Vol de données au fisc : une double attaque menace la sécurité des contribuables

Le fisc français traverse une période délicate après avoir été victime d’une cyberattaque qui a entraîné le vol de données sensibles. Jeudi dernier, l’administration fiscale a confirmé une intrusion dans son système informatique, suite à la revendication d’un cybercriminel sur un forum du dark web. Ce dernier, connu sous le pseudonyme de ZeroBytes, a annoncé avoir mené deux attaques distinctes, visant à collecter des informations sur des centaines de milliers de particuliers et professionnels.

EN BREF

  • Le fisc a subi un vol massif de données, touchant potentiellement des centaines de milliers de personnes.
  • Les attaques ont été revendiquées par un hacker sur un forum du dark web.
  • Les victimes pourraient être exposées à des fraudes ciblées, notamment via des tentatives de phishing.

La première attaque a eu lieu fin juin et a ciblé le portail impots.gouv.fr. Selon les dires de ZeroBytes, le pirate a réussi à accéder à un VPN utilisé par les agents du fisc, lui permettant de récupérer près de 680 000 lignes de données avant que la connexion ne soit interrompue. Les données volées incluent des informations d’état civil, le revenu fiscal de référence et d’autres éléments personnels.
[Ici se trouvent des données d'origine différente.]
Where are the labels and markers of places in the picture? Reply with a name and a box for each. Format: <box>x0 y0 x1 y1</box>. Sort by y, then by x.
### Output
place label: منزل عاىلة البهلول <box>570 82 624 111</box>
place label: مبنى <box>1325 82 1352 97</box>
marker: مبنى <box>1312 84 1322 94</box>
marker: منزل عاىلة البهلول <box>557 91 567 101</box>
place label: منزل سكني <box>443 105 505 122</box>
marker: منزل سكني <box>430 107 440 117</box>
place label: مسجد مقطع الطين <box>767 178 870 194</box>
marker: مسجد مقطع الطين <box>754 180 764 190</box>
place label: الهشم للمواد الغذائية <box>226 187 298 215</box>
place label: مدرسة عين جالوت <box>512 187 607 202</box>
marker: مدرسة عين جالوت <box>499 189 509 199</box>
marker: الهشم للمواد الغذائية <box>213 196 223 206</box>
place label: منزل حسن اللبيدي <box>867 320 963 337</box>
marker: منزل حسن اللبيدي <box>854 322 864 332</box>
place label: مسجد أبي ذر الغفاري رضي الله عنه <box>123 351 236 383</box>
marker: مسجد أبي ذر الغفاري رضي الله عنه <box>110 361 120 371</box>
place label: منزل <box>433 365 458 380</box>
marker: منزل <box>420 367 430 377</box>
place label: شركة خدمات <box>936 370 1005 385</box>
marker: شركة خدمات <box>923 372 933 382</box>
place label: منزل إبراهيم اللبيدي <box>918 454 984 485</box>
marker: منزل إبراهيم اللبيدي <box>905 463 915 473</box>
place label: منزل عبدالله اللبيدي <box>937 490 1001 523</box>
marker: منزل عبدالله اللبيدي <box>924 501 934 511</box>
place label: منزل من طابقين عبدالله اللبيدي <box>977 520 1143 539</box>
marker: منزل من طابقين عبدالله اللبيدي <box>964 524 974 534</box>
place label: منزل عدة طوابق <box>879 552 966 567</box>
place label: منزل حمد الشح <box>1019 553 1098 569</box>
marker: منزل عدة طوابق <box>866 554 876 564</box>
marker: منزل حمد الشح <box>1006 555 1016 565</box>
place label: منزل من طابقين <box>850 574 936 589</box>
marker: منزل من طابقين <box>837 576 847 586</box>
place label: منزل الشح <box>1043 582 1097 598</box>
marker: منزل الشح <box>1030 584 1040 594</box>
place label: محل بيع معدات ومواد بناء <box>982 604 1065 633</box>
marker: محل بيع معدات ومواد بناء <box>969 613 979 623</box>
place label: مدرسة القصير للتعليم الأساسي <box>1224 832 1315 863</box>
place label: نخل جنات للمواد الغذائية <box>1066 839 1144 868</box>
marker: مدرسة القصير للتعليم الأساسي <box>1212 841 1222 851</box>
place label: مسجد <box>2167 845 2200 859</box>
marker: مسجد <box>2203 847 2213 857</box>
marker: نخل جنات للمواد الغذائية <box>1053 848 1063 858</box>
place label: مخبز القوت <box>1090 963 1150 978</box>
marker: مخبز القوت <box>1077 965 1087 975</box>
La seconde attaque, survenue fin juillet, a visé le Serveur professionnel de données cadastrales (SPDC). Bien que cette intrusion n’ait pas encore été confirmée par la Direction Générale des Finances Publiques (DGFiP), le hacker affirme avoir contourné l’authentification multifacteur pour récupérer plus de 250 000 lignes de données, touchant potentiellement plus de deux millions de titulaires de biens immobiliers.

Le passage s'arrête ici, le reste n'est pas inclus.